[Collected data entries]

--*--

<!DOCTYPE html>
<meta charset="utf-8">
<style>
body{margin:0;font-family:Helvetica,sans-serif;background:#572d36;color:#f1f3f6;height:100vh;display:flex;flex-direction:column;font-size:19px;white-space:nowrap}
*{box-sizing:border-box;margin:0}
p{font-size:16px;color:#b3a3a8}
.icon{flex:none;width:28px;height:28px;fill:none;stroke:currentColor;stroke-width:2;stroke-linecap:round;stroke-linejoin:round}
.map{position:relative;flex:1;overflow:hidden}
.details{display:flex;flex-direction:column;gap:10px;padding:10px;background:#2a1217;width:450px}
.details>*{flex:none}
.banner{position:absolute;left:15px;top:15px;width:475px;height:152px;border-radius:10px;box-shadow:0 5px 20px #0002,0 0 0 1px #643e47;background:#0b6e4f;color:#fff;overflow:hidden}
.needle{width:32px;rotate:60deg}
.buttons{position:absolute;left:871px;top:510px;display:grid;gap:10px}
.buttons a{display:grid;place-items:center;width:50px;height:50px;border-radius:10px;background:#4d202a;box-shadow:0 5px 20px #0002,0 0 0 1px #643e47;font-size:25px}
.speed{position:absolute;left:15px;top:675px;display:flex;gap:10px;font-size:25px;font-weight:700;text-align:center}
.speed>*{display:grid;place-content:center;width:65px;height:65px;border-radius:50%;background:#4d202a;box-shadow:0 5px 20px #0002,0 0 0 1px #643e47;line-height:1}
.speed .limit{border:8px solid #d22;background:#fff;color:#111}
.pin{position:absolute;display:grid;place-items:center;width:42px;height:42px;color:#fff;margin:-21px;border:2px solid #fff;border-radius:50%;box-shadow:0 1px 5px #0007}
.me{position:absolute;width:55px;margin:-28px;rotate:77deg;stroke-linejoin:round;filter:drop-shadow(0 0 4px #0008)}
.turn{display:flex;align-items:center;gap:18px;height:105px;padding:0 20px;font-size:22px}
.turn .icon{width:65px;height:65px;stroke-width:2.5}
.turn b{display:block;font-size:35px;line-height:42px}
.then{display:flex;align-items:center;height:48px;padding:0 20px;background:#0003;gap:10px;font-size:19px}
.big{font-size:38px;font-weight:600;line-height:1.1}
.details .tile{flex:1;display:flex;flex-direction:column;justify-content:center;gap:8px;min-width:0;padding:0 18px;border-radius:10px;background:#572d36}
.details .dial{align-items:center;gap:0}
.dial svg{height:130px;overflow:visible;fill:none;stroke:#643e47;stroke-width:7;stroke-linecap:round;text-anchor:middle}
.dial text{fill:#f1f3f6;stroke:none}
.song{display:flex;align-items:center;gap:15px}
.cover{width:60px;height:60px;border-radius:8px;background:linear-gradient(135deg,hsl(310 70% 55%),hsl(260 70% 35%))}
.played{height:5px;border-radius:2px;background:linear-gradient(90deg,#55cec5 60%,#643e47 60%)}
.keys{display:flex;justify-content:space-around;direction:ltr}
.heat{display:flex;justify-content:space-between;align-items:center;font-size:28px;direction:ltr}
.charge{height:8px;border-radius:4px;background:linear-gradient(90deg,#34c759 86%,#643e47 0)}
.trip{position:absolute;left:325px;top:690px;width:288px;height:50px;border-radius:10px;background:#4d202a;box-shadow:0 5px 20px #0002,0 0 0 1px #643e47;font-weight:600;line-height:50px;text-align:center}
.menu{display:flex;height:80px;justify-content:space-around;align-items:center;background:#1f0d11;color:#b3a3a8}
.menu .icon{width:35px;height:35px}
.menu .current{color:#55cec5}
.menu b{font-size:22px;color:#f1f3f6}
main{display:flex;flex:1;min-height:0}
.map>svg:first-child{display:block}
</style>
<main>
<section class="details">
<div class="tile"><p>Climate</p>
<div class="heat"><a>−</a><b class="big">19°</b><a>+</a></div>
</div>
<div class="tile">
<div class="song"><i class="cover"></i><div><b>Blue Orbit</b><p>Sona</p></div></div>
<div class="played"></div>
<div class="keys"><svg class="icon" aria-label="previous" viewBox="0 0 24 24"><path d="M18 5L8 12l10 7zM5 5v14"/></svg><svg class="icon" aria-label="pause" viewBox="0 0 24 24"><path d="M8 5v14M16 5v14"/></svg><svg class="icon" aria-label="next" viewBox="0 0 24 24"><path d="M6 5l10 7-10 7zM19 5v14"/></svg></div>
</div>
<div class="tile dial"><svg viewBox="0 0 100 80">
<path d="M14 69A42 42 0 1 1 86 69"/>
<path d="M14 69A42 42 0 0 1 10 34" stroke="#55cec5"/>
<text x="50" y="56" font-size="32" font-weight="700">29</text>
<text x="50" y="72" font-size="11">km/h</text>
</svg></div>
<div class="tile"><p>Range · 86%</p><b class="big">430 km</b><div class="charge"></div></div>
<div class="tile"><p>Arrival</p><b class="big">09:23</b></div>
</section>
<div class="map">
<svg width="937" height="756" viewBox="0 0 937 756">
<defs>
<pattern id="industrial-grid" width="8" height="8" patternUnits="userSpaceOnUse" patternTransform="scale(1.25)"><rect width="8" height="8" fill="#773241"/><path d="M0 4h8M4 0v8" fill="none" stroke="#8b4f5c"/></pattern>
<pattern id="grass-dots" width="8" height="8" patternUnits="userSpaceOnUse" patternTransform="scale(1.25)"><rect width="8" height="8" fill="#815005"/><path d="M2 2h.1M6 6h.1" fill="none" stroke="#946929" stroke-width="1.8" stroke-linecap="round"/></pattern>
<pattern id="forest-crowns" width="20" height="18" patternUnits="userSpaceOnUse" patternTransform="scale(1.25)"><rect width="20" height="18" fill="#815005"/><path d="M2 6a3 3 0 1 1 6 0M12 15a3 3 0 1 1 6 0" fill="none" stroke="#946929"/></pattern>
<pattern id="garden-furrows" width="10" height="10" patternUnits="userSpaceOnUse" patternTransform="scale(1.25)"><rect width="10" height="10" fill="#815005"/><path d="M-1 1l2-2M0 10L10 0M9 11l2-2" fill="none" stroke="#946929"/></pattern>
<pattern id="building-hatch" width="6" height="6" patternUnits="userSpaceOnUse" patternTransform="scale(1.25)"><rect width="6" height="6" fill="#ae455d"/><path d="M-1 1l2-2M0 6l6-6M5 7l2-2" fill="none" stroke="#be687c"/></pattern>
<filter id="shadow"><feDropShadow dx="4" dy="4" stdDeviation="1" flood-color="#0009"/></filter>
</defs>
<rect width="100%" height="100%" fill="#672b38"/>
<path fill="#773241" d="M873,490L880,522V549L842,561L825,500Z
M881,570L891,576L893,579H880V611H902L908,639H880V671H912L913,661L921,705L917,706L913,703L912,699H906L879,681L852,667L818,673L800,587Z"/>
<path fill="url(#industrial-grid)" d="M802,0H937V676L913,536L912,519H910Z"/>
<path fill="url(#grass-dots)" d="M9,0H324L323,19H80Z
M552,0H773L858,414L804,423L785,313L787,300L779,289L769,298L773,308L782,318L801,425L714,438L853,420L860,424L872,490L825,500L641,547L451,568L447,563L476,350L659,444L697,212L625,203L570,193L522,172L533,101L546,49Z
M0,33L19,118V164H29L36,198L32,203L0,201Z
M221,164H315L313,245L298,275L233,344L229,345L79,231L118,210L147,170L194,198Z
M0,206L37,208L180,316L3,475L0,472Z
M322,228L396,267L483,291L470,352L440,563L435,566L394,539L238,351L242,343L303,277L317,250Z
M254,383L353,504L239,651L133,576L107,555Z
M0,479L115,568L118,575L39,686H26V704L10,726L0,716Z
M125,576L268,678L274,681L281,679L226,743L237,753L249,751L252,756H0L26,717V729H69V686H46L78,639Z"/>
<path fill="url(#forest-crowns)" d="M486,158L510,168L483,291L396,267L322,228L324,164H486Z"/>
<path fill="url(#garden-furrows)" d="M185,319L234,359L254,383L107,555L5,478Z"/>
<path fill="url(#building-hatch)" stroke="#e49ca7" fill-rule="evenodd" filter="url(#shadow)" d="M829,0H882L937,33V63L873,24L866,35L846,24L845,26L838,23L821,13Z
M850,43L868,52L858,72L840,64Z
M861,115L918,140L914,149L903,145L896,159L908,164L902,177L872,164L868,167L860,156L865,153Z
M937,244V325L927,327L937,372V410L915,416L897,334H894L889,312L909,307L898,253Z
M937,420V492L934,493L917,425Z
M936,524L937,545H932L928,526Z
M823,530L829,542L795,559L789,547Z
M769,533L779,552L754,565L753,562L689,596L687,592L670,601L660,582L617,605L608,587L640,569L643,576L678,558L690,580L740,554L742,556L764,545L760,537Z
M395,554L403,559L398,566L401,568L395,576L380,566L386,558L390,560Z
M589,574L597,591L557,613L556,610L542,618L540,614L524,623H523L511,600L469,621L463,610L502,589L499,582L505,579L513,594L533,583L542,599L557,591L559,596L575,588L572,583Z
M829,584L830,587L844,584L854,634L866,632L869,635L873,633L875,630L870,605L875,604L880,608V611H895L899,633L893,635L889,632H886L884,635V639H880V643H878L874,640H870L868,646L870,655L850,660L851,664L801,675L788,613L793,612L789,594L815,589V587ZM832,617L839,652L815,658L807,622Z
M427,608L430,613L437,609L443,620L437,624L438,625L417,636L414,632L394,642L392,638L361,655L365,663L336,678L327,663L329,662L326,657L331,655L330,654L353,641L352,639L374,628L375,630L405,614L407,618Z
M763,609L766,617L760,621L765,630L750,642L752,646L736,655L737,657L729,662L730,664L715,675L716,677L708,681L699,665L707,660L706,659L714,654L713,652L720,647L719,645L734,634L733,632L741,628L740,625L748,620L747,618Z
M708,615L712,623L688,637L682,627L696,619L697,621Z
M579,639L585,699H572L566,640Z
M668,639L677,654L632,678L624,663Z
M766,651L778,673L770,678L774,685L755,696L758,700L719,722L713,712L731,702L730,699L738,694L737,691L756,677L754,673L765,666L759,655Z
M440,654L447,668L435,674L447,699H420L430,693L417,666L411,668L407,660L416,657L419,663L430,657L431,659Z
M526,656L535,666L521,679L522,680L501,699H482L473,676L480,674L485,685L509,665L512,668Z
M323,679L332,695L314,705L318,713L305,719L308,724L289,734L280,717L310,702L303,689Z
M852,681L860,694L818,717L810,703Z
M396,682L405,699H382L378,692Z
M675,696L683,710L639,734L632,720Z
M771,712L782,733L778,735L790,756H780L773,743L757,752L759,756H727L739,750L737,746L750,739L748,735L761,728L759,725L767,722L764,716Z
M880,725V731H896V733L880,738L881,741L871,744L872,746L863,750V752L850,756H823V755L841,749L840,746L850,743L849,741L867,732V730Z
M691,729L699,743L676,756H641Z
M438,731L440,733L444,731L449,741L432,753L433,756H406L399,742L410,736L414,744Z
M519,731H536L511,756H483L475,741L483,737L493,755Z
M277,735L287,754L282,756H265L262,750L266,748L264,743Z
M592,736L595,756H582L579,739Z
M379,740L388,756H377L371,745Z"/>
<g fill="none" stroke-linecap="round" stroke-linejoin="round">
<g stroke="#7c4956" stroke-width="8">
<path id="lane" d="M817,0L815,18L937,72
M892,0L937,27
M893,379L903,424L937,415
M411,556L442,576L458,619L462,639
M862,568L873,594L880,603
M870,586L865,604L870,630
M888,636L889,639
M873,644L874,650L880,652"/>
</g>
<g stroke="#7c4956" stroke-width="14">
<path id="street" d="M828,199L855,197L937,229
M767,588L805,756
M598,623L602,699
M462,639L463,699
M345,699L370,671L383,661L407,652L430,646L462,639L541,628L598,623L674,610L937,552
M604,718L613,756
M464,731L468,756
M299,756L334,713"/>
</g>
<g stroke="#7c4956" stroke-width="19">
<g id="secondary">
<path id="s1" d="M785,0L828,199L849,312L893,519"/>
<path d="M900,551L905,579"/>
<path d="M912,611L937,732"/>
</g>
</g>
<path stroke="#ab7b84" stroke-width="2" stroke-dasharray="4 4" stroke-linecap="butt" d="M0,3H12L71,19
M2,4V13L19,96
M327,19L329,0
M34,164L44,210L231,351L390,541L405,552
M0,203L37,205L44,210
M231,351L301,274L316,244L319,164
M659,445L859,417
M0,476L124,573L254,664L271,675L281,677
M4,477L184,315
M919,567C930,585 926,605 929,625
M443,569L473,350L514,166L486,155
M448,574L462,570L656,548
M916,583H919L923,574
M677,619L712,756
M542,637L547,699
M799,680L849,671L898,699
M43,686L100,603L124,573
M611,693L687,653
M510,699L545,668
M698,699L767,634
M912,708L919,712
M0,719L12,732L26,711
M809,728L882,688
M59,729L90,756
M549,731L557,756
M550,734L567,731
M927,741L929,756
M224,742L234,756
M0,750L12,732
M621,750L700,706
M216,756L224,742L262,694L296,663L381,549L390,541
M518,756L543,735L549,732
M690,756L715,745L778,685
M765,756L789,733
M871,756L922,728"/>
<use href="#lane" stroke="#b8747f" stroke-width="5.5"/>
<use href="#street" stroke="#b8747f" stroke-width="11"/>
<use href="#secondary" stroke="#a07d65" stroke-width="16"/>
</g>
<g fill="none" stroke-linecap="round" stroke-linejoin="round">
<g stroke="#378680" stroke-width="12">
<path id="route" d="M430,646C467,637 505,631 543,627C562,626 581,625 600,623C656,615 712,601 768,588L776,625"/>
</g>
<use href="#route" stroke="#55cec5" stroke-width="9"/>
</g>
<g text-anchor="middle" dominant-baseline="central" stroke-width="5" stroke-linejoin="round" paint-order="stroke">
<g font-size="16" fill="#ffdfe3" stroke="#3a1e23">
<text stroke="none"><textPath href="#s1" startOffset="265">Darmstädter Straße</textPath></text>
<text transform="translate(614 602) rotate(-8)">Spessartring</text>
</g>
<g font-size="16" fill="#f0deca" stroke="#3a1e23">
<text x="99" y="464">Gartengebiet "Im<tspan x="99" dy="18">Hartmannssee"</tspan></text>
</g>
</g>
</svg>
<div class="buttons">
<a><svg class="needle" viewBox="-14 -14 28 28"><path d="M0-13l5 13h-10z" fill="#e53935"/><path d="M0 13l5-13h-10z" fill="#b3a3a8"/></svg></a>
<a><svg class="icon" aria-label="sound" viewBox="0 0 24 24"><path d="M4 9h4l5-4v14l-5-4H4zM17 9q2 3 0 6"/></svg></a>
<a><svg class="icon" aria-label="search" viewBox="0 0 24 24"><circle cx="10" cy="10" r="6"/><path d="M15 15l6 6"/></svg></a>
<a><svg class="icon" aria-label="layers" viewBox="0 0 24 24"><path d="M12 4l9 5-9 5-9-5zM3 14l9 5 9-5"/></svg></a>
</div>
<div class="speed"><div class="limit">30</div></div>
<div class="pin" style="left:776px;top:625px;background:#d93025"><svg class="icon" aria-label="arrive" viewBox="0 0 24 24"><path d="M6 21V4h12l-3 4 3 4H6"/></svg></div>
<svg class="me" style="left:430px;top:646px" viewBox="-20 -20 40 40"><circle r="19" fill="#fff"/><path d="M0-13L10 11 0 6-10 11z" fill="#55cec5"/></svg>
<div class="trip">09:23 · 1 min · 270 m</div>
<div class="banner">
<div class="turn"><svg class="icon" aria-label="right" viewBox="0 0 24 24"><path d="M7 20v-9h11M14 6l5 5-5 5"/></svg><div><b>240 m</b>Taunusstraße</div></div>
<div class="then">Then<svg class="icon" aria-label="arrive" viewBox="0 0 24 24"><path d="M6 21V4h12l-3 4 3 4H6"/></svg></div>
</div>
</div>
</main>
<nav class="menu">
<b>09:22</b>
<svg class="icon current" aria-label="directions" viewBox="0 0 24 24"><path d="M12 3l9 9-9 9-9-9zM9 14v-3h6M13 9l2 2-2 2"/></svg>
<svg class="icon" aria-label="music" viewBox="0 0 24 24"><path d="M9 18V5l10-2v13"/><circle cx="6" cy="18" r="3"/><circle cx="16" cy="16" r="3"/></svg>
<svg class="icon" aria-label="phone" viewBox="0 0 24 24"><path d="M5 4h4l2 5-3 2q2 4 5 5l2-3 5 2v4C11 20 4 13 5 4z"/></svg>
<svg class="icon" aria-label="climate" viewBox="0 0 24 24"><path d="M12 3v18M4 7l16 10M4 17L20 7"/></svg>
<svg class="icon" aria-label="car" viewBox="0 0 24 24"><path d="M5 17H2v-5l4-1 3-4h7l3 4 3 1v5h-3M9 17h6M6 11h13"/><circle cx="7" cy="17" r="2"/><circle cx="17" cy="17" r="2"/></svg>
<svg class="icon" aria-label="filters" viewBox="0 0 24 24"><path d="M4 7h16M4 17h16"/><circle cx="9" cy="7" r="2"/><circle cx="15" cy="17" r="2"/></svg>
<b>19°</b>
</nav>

--*--

Exercise instructions >> Copy the records above exactly, starting at the line that contains "3l9 9-9 9-9-9zM9" and ending at the last line, and leave out all earlier lines.

Expected answer >>
<svg class="icon current" aria-label="directions" viewBox="0 0 24 24"><path d="M12 3l9 9-9 9-9-9zM9 14v-3h6M13 9l2 2-2 2"/></svg>
<svg class="icon" aria-label="music" viewBox="0 0 24 24"><path d="M9 18V5l10-2v13"/><circle cx="6" cy="18" r="3"/><circle cx="16" cy="16" r="3"/></svg>
<svg class="icon" aria-label="phone" viewBox="0 0 24 24"><path d="M5 4h4l2 5-3 2q2 4 5 5l2-3 5 2v4C11 20 4 13 5 4z"/></svg>
<svg class="icon" aria-label="climate" viewBox="0 0 24 24"><path d="M12 3v18M4 7l16 10M4 17L20 7"/></svg>
<svg class="icon" aria-label="car" viewBox="0 0 24 24"><path d="M5 17H2v-5l4-1 3-4h7l3 4 3 1v5h-3M9 17h6M6 11h13"/><circle cx="7" cy="17" r="2"/><circle cx="17" cy="17" r="2"/></svg>
<svg class="icon" aria-label="filters" viewBox="0 0 24 24"><path d="M4 7h16M4 17h16"/><circle cx="9" cy="7" r="2"/><circle cx="15" cy="17" r="2"/></svg>
<b>19°</b>
</nav>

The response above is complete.